------ Dataset excerpts

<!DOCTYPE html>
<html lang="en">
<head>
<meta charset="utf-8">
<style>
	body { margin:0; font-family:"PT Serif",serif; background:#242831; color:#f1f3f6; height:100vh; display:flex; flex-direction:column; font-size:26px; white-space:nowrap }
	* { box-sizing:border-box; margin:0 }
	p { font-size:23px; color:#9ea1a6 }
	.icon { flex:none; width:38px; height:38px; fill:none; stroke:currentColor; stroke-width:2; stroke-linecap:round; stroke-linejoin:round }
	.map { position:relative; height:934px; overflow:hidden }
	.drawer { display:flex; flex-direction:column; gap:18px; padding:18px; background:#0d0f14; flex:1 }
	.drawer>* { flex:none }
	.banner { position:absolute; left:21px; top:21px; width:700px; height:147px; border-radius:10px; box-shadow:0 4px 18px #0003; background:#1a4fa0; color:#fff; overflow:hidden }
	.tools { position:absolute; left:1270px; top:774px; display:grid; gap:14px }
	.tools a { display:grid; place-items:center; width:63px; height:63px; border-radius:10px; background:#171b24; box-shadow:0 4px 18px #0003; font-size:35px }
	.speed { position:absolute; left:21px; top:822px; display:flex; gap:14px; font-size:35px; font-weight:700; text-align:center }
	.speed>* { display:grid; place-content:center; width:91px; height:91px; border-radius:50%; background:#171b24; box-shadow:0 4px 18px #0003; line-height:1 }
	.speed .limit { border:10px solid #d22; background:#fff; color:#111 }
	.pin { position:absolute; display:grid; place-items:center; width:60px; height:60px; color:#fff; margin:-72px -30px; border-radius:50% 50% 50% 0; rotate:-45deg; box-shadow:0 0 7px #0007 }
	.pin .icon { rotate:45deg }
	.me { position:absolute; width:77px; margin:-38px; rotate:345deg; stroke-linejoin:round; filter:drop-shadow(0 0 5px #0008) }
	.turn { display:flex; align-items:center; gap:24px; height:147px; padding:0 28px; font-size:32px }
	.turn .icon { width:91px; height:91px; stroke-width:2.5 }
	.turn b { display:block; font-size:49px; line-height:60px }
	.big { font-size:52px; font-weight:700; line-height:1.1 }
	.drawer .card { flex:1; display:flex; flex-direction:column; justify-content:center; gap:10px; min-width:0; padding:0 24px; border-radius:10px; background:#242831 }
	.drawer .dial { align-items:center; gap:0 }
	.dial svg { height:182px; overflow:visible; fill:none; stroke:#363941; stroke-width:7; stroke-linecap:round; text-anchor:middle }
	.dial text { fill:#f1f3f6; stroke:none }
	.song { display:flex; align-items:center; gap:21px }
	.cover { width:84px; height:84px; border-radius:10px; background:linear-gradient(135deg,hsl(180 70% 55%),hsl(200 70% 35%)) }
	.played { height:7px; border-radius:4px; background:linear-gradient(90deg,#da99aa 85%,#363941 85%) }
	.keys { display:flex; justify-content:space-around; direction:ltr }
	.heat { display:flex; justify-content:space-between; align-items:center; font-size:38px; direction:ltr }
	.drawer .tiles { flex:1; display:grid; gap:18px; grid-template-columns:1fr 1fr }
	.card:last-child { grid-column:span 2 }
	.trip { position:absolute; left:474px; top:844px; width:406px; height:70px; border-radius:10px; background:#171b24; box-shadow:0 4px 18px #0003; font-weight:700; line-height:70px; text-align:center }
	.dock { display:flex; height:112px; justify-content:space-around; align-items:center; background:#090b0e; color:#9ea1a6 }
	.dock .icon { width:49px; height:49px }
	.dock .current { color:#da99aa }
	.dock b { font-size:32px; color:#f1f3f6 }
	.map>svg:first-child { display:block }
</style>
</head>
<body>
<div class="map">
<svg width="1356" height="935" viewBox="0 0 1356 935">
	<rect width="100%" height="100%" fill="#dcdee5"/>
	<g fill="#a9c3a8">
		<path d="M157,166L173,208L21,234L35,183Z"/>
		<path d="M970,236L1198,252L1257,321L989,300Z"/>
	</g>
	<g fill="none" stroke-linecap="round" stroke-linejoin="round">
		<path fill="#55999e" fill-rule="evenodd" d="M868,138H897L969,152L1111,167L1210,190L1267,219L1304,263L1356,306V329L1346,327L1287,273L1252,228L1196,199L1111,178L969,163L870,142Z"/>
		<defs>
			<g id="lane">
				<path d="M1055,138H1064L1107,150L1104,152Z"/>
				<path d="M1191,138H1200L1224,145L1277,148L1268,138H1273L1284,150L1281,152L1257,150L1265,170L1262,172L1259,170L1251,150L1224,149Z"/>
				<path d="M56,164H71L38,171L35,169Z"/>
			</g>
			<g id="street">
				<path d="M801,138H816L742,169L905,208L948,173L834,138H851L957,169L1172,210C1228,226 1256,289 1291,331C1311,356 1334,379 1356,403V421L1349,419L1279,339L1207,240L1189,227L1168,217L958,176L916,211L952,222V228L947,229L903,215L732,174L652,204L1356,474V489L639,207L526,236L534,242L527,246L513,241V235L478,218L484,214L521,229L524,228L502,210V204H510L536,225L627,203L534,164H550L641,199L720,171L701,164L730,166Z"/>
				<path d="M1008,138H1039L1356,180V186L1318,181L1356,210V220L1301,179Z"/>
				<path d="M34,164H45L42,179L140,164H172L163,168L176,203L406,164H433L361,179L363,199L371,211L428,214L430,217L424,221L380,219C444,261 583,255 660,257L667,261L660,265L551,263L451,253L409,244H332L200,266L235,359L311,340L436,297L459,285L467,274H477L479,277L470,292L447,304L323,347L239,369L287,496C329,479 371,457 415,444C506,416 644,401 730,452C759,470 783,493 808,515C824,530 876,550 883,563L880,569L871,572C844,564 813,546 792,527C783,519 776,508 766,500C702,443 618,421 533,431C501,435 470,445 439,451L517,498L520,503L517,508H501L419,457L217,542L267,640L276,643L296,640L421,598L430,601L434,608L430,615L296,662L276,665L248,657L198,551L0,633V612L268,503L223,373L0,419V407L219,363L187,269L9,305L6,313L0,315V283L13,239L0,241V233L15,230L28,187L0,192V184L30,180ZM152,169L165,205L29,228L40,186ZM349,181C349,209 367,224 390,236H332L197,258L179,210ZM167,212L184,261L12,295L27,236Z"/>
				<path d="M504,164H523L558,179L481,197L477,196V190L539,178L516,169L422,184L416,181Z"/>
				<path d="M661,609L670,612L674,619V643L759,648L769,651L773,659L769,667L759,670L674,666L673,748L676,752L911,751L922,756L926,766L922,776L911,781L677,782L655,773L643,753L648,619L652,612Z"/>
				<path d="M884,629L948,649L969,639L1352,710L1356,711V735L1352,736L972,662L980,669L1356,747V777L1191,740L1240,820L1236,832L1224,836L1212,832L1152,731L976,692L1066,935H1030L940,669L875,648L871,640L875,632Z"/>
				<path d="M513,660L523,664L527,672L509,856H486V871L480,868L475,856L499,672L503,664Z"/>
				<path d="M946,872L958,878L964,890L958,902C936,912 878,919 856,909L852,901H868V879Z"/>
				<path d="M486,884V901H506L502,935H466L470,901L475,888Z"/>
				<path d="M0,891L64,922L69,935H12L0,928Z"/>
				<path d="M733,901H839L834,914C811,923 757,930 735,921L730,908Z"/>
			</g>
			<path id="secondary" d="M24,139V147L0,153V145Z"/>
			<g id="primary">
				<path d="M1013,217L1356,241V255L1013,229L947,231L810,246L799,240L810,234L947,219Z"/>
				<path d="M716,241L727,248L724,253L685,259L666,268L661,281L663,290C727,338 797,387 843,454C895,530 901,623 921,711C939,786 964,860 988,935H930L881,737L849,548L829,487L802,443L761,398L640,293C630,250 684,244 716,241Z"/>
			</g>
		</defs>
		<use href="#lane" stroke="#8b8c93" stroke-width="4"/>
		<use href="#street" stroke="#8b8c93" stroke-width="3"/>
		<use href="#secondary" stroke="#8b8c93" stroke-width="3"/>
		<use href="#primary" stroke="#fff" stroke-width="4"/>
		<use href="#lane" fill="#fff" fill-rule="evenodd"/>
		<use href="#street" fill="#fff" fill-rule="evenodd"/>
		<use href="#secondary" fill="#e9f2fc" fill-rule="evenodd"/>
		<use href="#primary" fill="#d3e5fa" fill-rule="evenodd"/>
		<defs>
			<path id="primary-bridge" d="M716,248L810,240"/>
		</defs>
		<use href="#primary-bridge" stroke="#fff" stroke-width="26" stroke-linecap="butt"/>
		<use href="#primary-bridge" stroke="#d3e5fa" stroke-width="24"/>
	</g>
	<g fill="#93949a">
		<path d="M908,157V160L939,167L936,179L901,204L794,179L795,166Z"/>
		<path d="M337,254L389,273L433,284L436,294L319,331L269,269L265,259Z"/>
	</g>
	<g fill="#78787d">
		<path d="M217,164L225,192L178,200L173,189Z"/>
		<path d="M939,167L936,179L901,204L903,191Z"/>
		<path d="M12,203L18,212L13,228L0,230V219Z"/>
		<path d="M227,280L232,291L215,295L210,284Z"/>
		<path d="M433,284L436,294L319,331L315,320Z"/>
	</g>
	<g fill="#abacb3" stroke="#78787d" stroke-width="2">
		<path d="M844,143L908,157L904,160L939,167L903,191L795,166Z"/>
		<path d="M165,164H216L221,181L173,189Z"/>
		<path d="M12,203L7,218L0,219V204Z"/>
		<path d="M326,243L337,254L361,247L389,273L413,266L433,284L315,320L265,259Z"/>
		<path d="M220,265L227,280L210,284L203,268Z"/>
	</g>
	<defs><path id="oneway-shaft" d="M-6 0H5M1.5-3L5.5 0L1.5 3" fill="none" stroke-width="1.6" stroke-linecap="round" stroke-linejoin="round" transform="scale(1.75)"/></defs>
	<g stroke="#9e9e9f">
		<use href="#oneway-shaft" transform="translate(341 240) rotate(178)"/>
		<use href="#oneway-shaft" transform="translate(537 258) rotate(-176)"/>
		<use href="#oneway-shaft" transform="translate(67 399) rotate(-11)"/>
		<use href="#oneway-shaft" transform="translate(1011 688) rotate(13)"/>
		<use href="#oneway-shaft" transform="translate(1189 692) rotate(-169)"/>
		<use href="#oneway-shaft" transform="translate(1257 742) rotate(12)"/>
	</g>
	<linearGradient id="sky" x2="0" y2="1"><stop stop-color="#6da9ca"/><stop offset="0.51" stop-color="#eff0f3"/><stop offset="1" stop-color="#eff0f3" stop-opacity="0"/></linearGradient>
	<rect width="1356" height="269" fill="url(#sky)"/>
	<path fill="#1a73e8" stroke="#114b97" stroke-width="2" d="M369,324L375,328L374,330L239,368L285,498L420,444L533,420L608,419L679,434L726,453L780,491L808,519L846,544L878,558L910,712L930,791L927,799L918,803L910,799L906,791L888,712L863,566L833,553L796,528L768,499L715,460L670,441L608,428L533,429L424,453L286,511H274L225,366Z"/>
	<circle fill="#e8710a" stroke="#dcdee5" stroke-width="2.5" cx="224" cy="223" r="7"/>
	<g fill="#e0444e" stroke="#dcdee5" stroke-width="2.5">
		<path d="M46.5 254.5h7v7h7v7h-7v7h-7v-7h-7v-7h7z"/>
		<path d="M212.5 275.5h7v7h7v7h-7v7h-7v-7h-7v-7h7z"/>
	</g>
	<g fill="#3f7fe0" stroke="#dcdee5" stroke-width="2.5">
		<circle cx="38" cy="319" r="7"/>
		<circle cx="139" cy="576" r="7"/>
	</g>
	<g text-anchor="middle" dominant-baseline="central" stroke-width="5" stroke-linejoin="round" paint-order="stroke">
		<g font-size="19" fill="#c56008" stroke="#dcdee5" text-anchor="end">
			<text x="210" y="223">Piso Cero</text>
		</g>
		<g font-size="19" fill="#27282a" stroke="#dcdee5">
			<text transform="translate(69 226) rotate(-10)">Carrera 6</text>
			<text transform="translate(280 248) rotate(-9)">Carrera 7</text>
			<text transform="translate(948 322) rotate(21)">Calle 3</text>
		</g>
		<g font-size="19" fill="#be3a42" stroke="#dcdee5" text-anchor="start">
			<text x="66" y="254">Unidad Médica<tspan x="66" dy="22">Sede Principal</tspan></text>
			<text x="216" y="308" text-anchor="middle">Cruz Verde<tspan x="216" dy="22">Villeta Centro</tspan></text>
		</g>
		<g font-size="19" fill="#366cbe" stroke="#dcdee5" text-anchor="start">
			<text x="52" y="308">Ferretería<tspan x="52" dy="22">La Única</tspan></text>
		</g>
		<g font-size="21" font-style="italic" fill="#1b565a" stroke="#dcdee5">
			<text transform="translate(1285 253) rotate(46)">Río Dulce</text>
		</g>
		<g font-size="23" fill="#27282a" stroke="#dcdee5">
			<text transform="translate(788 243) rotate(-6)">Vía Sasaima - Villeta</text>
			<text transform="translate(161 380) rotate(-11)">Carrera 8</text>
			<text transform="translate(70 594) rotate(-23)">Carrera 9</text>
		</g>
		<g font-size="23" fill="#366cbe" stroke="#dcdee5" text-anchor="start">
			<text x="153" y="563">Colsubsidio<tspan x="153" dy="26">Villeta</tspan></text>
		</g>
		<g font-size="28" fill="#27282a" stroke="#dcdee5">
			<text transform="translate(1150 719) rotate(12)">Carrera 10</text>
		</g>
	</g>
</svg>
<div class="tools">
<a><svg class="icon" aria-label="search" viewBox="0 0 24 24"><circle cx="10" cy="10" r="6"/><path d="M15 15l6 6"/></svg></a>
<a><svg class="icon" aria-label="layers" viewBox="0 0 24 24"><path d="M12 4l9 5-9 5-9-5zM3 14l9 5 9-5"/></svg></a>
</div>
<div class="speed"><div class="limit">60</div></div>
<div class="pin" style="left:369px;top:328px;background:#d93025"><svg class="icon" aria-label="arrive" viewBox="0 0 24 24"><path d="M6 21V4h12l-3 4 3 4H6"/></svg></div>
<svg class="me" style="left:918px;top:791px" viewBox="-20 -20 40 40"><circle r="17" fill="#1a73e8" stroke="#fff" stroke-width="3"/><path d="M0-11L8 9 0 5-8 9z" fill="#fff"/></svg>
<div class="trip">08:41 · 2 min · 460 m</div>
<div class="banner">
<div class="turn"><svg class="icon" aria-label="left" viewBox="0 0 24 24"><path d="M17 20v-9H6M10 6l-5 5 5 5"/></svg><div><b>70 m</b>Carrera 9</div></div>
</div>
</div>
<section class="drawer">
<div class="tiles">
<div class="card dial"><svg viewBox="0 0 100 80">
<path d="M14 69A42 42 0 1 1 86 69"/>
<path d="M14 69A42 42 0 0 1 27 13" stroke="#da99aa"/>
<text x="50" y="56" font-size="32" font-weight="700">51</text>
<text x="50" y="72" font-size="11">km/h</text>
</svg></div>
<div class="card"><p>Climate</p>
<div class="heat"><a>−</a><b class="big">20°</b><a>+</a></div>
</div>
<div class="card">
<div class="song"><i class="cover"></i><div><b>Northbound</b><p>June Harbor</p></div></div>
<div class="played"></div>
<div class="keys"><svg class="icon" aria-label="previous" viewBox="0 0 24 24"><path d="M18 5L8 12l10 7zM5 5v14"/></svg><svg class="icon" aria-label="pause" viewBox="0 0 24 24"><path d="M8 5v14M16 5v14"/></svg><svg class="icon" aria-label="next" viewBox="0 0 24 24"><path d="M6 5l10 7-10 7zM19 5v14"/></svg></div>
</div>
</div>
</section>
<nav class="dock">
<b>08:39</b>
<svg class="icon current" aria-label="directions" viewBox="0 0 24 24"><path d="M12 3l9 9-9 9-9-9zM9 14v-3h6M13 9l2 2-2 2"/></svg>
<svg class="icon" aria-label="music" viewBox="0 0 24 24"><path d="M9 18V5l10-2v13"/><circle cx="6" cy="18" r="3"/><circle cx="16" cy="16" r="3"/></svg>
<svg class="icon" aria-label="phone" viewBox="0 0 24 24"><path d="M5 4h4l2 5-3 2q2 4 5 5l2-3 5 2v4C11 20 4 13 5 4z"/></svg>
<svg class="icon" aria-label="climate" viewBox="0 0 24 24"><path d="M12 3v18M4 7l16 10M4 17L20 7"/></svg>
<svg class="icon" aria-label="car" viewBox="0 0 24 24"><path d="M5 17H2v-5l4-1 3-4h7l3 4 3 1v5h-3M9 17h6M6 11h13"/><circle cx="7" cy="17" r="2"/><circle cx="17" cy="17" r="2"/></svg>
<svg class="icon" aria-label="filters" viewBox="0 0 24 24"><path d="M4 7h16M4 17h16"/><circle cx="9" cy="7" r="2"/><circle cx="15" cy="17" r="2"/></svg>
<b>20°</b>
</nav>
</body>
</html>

------------

Set down precisely the lines above between the line holding "flex:none; width:38px; height:38px;" and the line holding "position:absolute; left:21px; top:822px;", inclusive, and nothing beyond them.

> Completed exercise:
	.icon { flex:none; width:38px; height:38px; fill:none; stroke:currentColor; stroke-width:2; stroke-linecap:round; stroke-linejoin:round }
	.map { position:relative; height:934px; overflow:hidden }
	.drawer { display:flex; flex-direction:column; gap:18px; padding:18px; background:#0d0f14; flex:1 }
	.drawer>* { flex:none }
	.banner { position:absolute; left:21px; top:21px; width:700px; height:147px; border-radius:10px; box-shadow:0 4px 18px #0003; background:#1a4fa0; color:#fff; overflow:hidden }
	.tools { position:absolute; left:1270px; top:774px; display:grid; gap:14px }
	.tools a { display:grid; place-items:center; width:63px; height:63px; border-radius:10px; background:#171b24; box-shadow:0 4px 18px #0003; font-size:35px }
	.speed { position:absolute; left:21px; top:822px; display:flex; gap:14px; font-size:35px; font-weight:700; text-align:center }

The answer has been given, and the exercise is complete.